### TASK INPUT
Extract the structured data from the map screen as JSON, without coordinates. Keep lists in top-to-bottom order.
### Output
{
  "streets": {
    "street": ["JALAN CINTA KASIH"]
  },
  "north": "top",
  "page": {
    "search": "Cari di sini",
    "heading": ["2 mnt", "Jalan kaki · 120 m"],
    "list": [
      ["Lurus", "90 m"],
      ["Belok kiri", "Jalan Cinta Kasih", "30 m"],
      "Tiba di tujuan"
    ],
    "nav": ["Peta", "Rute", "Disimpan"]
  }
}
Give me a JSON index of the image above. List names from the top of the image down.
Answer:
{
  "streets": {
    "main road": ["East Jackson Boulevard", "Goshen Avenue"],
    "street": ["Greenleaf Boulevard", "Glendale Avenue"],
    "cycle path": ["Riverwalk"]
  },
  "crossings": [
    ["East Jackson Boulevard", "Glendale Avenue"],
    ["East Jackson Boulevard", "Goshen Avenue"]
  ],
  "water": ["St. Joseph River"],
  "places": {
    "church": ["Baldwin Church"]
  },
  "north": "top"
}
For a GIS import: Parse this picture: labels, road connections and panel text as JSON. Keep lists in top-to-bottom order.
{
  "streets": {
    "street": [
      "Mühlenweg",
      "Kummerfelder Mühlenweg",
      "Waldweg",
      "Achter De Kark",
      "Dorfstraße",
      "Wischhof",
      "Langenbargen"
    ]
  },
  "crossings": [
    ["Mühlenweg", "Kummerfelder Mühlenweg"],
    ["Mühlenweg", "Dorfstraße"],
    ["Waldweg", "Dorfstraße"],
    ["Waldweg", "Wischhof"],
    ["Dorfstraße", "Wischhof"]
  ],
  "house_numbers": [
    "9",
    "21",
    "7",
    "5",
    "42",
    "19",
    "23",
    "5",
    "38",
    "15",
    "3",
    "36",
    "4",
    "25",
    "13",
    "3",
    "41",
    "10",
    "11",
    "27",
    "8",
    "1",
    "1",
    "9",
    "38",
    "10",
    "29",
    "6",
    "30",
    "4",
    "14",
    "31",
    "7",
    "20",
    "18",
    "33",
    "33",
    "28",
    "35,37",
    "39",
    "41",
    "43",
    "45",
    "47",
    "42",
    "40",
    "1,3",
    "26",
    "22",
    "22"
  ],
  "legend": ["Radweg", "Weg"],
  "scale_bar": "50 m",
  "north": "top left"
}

### EXERCISE PROMPT
Please type the entries above out again exactly.

### ANSWER BOX
Extract the structured data from the map screen as JSON, without coordinates. Keep lists in top-to-bottom order.
### Output
{
  "streets": {
    "street": ["JALAN CINTA KASIH"]
  },
  "north": "top",
  "page": {
    "search": "Cari di sini",
    "heading": ["2 mnt", "Jalan kaki · 120 m"],
    "list": [
      ["Lurus", "90 m"],
      ["Belok kiri", "Jalan Cinta Kasih", "30 m"],
      "Tiba di tujuan"
    ],
    "nav": ["Peta", "Rute", "Disimpan"]
  }
}
Give me a JSON index of the image above. List names from the top of the image down.
Answer:
{
  "streets": {
    "main road": ["East Jackson Boulevard", "Goshen Avenue"],
    "street": ["Greenleaf Boulevard", "Glendale Avenue"],
    "cycle path": ["Riverwalk"]
  },
  "crossings": [
    ["East Jackson Boulevard", "Glendale Avenue"],
    ["East Jackson Boulevard", "Goshen Avenue"]
  ],
  "water": ["St. Joseph River"],
  "places": {
    "church": ["Baldwin Church"]
  },
  "north": "top"
}
For a GIS import: Parse this picture: labels, road connections and panel text as JSON. Keep lists in top-to-bottom order.
{
  "streets": {
    "street": [
      "Mühlenweg",
      "Kummerfelder Mühlenweg",
      "Waldweg",
      "Achter De Kark",
      "Dorfstraße",
      "Wischhof",
      "Langenbargen"
    ]
  },
  "crossings": [
    ["Mühlenweg", "Kummerfelder Mühlenweg"],
    ["Mühlenweg", "Dorfstraße"],
    ["Waldweg", "Dorfstraße"],
    ["Waldweg", "Wischhof"],
    ["Dorfstraße", "Wischhof"]
  ],
  "house_numbers": [
    "9",
    "21",
    "7",
    "5",
    "42",
    "19",
    "23",
    "5",
    "38",
    "15",
    "3",
    "36",
    "4",
    "25",
    "13",
    "3",
    "41",
    "10",
    "11",
    "27",
    "8",
    "1",
    "1",
    "9",
    "38",
    "10",
    "29",
    "6",
    "30",
    "4",
    "14",
    "31",
    "7",
    "20",
    "18",
    "33",
    "33",
    "28",
    "35,37",
    "39",
    "41",
    "43",
    "45",
    "47",
    "42",
    "40",
    "1,3",
    "26",
    "22",
    "22"
  ],
  "legend": ["Radweg", "Weg"],
  "scale_bar": "50 m",
  "north": "top left"
}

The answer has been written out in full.